The financially troubled Meridian luxury condo property near the Strip continues to fork out money for a constant fire watch in one of its buildings, while the plumber who faces five misdemeanor charges for repairing the building’s fire line without a permit had his bench trial postponed until December.

The fire watch has been in place since late May. An attorney for Harry Sullard, the plumber, said Monday the misdemeanor case was continued because Sullard had recently submitted material to the police supporting the idea that the two ex-employees who had turned Sullard in to fire authorities last autumn for the Meridian job had embezzled while working at Sullard’s company, HK Plumbing.

Lawyer Cal Potter, representing Sullard on the misdemeanor, said Monday outside Justice Court that the purpose of the continuance is to allow Las Vegas police to review Sullard’s material about wrongdoing by “the people you support.”

Potter seemed to be alluding to Review-Journal stories in early summer of allegations by Mario Salinas and Eric Edwards. The two had claimed HK Plumbing did substandard work at the Meridian in autumn 2007, and that Sullard fired them after they pointed out the work was deficient.

“They vehemently deny the embezzlement,” Gus Flangas, the attorney for the two ex-employees, said Tuesday. Sullard is “trying to divert from the real issue. There was safety involved, and he (Sullard) was working beyond the scope” of his license.

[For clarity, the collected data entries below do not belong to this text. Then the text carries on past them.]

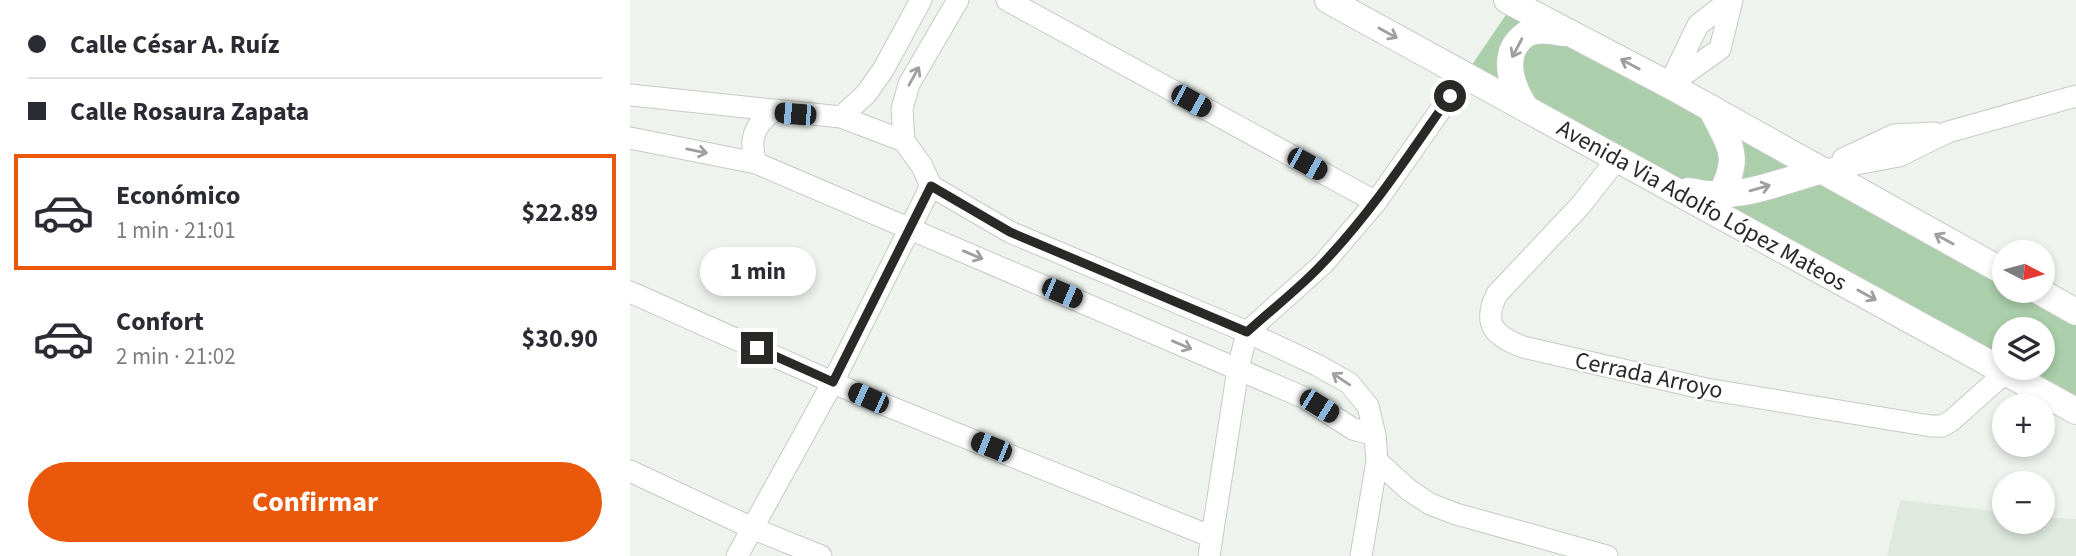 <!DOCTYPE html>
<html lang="es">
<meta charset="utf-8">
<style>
body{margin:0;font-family:"Source Sans 3",sans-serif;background:#f2f2f3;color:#2b2b33;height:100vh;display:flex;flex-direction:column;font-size:26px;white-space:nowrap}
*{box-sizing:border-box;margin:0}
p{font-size:23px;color:#7c7c81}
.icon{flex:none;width:38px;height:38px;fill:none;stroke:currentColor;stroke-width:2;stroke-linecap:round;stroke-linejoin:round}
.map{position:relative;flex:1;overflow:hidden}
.panel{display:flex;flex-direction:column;background:#fff;width:630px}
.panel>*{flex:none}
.hud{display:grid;align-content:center;height:154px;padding:0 28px;background:#fff}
.needle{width:46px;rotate:96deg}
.buttons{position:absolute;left:1362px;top:240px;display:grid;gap:14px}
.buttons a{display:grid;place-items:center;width:63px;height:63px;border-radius:50%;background:#fff;box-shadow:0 4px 10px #0003;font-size:35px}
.end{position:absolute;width:32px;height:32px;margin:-16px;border:9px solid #292a28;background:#fff;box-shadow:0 0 0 4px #fff}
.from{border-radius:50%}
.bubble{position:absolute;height:49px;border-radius:24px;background:#fff;box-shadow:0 4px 10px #0003;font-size:23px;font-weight:700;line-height:49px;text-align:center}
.car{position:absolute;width:21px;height:42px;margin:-21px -10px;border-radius:9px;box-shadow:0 0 5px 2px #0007;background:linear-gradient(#222 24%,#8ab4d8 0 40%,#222 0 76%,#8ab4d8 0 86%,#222 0)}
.hud b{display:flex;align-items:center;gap:24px;height:66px;font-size:26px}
.hud b+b{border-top:2px solid #e1e1e2}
.hud i{width:18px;height:18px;background:#2b2b33}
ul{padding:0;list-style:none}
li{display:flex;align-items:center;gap:21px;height:116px;margin:0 14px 10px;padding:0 14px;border:4px solid transparent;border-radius:0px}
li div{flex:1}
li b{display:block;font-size:26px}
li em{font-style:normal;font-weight:700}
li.active{border-color:#ea580c}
li>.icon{width:63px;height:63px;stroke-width:1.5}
.button{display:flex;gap:14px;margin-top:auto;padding:14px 28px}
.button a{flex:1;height:80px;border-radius:42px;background:#ea580c;color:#fff;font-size:28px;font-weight:700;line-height:80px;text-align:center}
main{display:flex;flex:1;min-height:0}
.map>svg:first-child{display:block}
.built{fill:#dfe9de}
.green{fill:#abcfaa;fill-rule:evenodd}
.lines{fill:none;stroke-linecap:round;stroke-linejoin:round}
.minor-casing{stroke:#c6cac5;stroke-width:23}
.major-casing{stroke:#c6cac5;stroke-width:28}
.minor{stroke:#fff;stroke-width:21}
.major{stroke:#fff;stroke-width:26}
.oneway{stroke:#9f9f9e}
.route{stroke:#292a28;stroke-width:9}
.labels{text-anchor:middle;stroke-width:5;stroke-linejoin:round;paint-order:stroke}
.street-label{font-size:24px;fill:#292a28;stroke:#fff}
</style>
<main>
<section class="panel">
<div class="hud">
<b><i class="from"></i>Calle César A. Ruíz</b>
<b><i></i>Calle Rosaura Zapata</b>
</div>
<ul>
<li class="active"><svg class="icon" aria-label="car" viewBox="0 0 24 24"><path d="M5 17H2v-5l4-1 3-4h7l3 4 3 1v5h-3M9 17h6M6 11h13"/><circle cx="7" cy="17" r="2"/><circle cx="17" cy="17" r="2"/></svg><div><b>Económico</b><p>1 min · 21:01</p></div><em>$22.89</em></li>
<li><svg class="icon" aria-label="car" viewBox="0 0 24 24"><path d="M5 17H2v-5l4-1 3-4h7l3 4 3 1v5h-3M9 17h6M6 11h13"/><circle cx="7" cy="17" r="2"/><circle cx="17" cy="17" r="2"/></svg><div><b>Confort</b><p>2 min · 21:02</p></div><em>$30.90</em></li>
</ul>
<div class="button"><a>Confirmar</a></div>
</section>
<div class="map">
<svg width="1446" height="556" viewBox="0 0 1446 556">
<rect width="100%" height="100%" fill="#eef3ee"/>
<path class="built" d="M 1270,500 L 1374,512 L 1374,522 L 1412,522 L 1412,517 L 1446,519 L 1446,556 L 1257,556 Z"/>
<path class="green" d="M 884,3 L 1374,272 L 1374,290 L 1407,291 L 1446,312 L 1446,411 L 835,75 ZM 1374,329 L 1412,329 L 1412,368 L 1374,368 Z"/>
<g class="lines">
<defs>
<path id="minor" d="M 377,0 L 746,202
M 1040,83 L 1068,25 L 1100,0
M 1039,85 L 1090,49 L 1102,0
M 0,95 L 211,117 L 274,141
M 211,117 L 236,94 L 253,70 L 291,0
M 0,138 L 126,163 L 675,398 L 723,429 L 745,435
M 987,159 L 950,206 L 867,294 C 852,324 864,336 893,347 L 1076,389 L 1301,426 L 1312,426 L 1321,421 L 1376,372
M 1213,159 L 1264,135 L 1305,133
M 126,163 C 119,141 123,126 142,112
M 1189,171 L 1269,156 L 1318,132 L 1446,96
M 301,186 L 380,232 L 617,332 L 687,365 L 719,383 L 738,406 L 745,435 L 747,461 L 731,556
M 301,186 L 292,166 L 274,141 L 272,109 L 279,84 L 328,0
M 0,292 L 238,398 L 582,537
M 747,461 L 779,490 L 800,504 L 826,514 L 977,556
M 0,471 L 122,528 L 191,556
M 107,556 L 203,382 L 301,186
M 579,556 L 608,369 L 617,332 L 693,264 L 746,202 L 835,75"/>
<path id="major" d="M 698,0 L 1446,411
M 877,0 L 1039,85 L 1374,272
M 895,107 C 881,86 870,53 895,35 C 906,27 922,31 934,33
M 1081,108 C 1100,147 1112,155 1090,196
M 1058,191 C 1106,202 1143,184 1189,171
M 1407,290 L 1446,312"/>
</defs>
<use href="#minor" class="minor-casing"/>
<use href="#major" class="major-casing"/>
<use href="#minor" class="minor"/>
<use href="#major" class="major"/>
</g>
<defs><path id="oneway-shaft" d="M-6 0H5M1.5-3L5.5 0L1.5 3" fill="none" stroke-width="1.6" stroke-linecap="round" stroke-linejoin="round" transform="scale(1.75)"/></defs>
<g class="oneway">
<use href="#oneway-shaft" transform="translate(758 33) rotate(29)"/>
<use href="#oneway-shaft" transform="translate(887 48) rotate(118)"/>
<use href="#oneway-shaft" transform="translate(1000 64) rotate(-152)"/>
<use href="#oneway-shaft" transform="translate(284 76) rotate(-61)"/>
<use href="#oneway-shaft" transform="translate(67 151) rotate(12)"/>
<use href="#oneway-shaft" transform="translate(1130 188) rotate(-16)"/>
<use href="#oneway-shaft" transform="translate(1314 239) rotate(-151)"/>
<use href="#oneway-shaft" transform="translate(343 255) rotate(23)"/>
<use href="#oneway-shaft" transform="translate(1237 295) rotate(29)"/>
<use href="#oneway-shaft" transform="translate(552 345) rotate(23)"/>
<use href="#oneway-shaft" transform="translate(711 379) rotate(-146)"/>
</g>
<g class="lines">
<path class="route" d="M 127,348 L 203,382 L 301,186 L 380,232 L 617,332 C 642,309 670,288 693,263 C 742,212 780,153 820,96"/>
</g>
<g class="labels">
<g class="street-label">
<text transform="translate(1072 205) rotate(29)" y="8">Avenida Via Adolfo López Mateos</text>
<text transform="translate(1019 375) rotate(12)" y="8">Cerrada Arroyo</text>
</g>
</g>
</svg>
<div class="buttons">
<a><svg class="needle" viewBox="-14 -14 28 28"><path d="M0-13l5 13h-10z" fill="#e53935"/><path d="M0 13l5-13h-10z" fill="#7c7c81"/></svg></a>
<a><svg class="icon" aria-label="layers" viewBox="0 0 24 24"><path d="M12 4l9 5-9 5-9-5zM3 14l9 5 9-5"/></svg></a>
<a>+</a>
<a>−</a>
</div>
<i class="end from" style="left:820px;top:96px"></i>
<i class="end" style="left:127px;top:348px"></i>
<div class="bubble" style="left:70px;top:247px;width:116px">1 min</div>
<i class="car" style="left:561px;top:101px;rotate:119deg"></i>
<i class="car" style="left:165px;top:114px;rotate:275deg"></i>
<i class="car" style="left:677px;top:164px;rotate:119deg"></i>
<i class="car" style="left:432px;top:293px;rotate:113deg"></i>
<i class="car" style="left:238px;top:398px;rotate:294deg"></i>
<i class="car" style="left:689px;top:406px;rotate:122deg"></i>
<i class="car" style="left:361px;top:447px;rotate:292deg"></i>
</div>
</main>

After Edwards and Salinas went to the Review-Journal in the spring with their safety concerns, the Clark County Fire Department reopened the men’s closed complaint on the Meridian. The department’s renewed investigation found that HK’s work at the condo property in September 2007 qualified only as a temporary fix to the vital fire line, and needed to be redone by a plumber with the proper credential to work on fire lines — which Sullard also lacked. Until the new repair in May 2008, the building went approximately seven months with a compromised fire system.

Potter said Sullard’s “other attorneys” were working with Sullard on the embezzlement matter, but Potter would not name them. Henderson lawyer Richard Peel is representing Sullard in a civil lawsuit against Salinas and Edwards. But Peel did not return several phone calls.

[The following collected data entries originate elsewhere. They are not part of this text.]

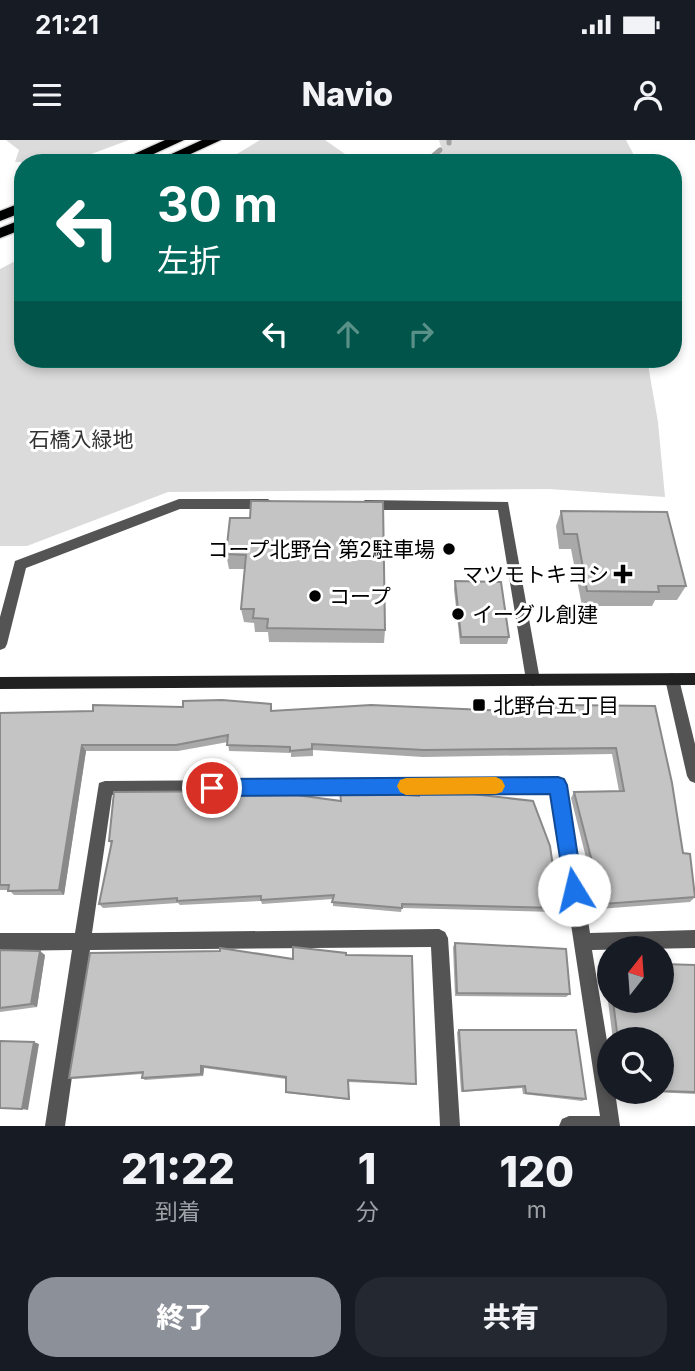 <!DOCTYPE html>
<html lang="ja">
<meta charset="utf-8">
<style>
body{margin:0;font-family:Inter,"Noto Sans JP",sans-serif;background:#242831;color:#f1f3f6;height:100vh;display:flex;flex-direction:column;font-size:26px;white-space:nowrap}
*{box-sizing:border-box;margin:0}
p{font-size:23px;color:#9ea1a6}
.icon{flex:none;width:38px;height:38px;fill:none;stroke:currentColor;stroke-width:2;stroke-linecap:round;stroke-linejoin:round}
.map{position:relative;height:986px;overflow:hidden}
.sheet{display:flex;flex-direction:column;background:#171b24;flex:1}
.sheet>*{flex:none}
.hud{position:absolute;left:14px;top:14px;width:668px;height:214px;border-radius:28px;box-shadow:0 4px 10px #0003;background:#00695c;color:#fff;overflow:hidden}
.needle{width:46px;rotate:17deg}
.buttons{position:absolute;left:597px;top:796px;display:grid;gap:14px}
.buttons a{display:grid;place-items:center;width:77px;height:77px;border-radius:50%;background:#171b24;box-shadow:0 4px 10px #0003;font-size:35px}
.pin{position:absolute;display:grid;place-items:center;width:60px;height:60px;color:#fff;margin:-30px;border:4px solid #fff;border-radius:50%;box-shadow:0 2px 7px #0007}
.me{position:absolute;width:77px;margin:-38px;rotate:351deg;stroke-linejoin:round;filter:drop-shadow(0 0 5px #0008)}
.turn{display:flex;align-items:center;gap:24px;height:147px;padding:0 28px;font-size:32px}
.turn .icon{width:91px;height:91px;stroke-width:2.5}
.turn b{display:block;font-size:49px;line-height:60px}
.lanes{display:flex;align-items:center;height:66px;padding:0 28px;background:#0003;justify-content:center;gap:35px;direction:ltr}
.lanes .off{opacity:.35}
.eta{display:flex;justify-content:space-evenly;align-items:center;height:119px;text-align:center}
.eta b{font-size:42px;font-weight:800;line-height:49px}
.action{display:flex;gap:14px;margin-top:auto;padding:14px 28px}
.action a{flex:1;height:80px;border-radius:28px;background:#8c9099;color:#fff;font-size:28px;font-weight:800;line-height:80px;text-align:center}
.action a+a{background:#242831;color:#f1f3f6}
.status{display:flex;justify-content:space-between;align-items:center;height:49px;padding:0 35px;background:#171b24;direction:ltr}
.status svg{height:19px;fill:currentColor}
header{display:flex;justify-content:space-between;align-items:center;height:91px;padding:0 28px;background:#171b24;font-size:32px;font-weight:800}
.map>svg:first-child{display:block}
.green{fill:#dbdbdb}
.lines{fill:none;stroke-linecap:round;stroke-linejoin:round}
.stream{stroke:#a2a2a2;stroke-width:5}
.highway-casing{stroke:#dbdbdb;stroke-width:3}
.street{fill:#545454;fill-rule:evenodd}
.secondary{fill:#212121;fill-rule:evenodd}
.highway{fill:#000;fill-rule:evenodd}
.wall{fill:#a9a9a9}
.shaded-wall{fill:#898989}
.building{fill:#c4c4c4;stroke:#898989;stroke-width:2}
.route{fill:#1a73e8;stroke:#114b97;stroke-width:2}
.slow{fill:#f59e0b}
.poi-dot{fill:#000;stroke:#fff;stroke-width:2.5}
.labels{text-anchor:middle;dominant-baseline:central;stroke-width:6;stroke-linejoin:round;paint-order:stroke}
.park-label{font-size:21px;fill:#323232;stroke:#fff}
.poi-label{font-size:21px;fill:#000;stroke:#fff;text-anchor:start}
</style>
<div class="status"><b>21:21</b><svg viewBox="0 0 49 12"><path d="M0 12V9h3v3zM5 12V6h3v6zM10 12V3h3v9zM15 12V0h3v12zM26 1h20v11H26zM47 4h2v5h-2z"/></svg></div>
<header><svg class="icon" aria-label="menu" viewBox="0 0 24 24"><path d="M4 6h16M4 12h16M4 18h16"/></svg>Navio<svg class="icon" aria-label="person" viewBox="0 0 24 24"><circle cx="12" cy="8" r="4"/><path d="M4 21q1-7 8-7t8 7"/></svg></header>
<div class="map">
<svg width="695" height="986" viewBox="0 0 695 986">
<rect width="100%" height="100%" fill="#fff"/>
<g class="green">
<polygon points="6,0 129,0 67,23 15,22 19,10"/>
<polygon points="260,0 325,0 358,23 222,23"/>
<polygon points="439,0 626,0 638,23 421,23 441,7"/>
<polygon points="23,117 23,219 647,219 658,282 665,357 549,349 168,352 27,406 0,406 0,129"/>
</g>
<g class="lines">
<g class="stream">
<polyline points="449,0 449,3"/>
<polyline points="425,23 440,10"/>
</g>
<defs>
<g id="highway">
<polygon points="165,0 184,0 134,23 114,23"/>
<polygon points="202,0 221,0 171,23 154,22"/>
<polygon points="23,62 23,72 0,81 0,71"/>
<polygon points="23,79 23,89 0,98 0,88"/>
</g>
</defs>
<use href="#highway" class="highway-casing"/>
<g class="street">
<polygon points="179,359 268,359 274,364 268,369 180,369 26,428 7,504 5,508 0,510 0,477 15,421"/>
<polygon points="365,360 508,362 540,540 538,544 533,546 528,544 526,540 498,370 365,370 359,365"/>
<polygon points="672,533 677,535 679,539 695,604 695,643 690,641 687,636 665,539 667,535"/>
<polygon points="558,638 564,640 566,645 590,793 695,790 695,808 592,810 609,913 609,952 615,952 620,986 559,986 562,979 569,976 600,976 551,652 112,655 92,793 439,789 445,792 448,798 460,986 440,986 431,807 90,810 65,986 45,986 72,810 0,811 0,793 75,793 99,643 105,641"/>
</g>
<polygon class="secondary" points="695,533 695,545 0,549 0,537"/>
<use href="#highway" class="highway"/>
</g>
<g class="wall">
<polygon points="561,371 686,446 677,460 655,460 652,466 582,466 571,409 559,409 556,386"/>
<polygon points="230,378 385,490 384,503 269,502 268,492 255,492 254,483 244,482 241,469 245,429 229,429 226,414"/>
<polygon points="455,441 509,497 507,504 460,504 454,449"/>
<polygon points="655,566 683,713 695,757 690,762 599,769 571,658 574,652 619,651 612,614 423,617 313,610 313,616 291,617 291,613 229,611 228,602 178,611 86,611 64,755 14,755 9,750 0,750 0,573 509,571"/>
<polygon points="419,653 559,768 555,772 402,768 401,772 333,766 333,759 262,764 261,761 180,765 178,763 103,768 99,764 111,704 109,701 340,661 418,656"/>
<polygon points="455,803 570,854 566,857 455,856 453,807"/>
<polygon points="0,810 45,815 37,867 0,872"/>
<polygon points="346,815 416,944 415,945 348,942 349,960 287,953 286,952 286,939 204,928 203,936 145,940 142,938 142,934 74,939 69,938 293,819"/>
<polygon points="607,819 609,819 609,861 662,861 695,825 695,954 654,952 662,952 662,900 613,900 603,822"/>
<polygon points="459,890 586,959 582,961 523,954 522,948 461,952 457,892"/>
</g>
<g class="shaded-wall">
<polygon points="82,605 86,611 64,755 59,750"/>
<polygon points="40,811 45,815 37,867 31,864"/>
<polygon points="34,902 39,904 28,970 22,969"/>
<polygon points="201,926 204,928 203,936 201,934"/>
</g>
<g class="building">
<polygon points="251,361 383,362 385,490 267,488 268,479 253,478 254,469 241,469 246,415 226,414 230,378 250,378"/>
<polygon points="561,371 667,372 686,446 658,446 659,452 587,451 577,394 564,394"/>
<polygon points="455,441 501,442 509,497 461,497"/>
<polygon points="222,560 271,564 271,571 371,565 509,571 560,565 655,566 672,643 683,713 690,714 695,757 603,764 574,652 624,651 616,608 424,610 312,604 312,609 290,611 290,607 227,605 228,595 176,605 82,605 59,750 8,751 9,745 0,745 0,573 93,571 93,565 183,567 183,561"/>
<polygon points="267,651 341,661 340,651 419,656 419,653 472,654 533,661 550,706 559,768 402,764 402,768 332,762 334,755 261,760 261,756 177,761 177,758 99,764 112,701 109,701 114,652"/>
<polygon points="455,803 566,809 570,854 457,853"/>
<polygon points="293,807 346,813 346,815 412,816 416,944 348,940 349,959 286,952 286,937 201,926 201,934 142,938 143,932 69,938 90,813 220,811 220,808 293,819"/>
<polygon points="0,810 40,811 31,864 0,868"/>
<polygon points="662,824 695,825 695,952 662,951 662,900 618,900 613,861 662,861"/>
<polygon points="459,890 576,890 586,959 526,953 525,946 463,951"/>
<polygon points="0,901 34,902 22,969 0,968"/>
</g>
<polygon class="route" points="558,637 564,639 567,645 583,750 581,756 574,759 567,756 565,750 550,654 212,656 206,653 203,648 206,642 212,639"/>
<polygon class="slow" points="496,637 502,640 505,646 502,652 496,654 406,655 400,652 397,646 400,640 406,638"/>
<g class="poi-dot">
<circle cx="449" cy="409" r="7"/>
<path d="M619.5 423.5h7v7h7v7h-7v7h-7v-7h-7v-7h7z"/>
<circle cx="315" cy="456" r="7"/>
<circle cx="458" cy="474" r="7"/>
<rect x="472" y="558" width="14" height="14" rx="3.5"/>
</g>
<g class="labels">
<g class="park-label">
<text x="81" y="299">石橋入緑地</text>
</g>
<g class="poi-label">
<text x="435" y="409" text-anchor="end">コープ北野台 第2駐車場</text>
<text x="609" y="434" text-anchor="end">マツモトキヨシ</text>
<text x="329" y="456">コープ</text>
<text x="472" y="474">イーグル創建</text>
<text x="493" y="565">北野台五丁目</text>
</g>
</g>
</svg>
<div class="buttons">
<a><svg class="needle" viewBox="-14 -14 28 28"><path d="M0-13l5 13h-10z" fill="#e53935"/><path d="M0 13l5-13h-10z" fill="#9ea1a6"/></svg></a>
<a><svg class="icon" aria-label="search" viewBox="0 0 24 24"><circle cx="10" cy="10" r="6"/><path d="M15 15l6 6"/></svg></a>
</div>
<div class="pin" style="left:212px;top:648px;background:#d93025"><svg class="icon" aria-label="arrive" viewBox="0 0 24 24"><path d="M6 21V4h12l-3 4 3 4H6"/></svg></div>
<svg class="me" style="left:574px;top:750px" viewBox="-20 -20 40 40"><circle r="19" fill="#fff"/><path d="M0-13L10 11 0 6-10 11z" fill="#1a73e8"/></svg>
<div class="hud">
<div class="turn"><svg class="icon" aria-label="left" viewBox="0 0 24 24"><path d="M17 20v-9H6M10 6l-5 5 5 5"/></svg><div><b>30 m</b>左折</div></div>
<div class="lanes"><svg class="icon" aria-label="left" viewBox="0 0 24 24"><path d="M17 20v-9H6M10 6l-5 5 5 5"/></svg><svg class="icon off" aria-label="ahead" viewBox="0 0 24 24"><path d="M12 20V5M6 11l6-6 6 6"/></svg><svg class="icon off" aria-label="right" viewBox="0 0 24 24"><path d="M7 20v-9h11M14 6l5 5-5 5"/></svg></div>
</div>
</div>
<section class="sheet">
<div class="eta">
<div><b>21:22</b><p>到着</p></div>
<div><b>1</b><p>分</p></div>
<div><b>120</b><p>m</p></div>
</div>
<div class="action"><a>終了</a><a>共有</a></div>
</section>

The financially strapped Meridian homeowners association has been paying more than $10,000 a month for the mandatory fire watch, according to Sally FitzHenry, an officer of the homeowners association. The fire watch must remain until the association pays to flush the once-compromised fire line of any dirt that infiltrated during the HK repair. The flush and testing may cost as much as $500,000, FitzHenry said.

Sullard has not responded to multiple phone messages left at his business requesting an interview.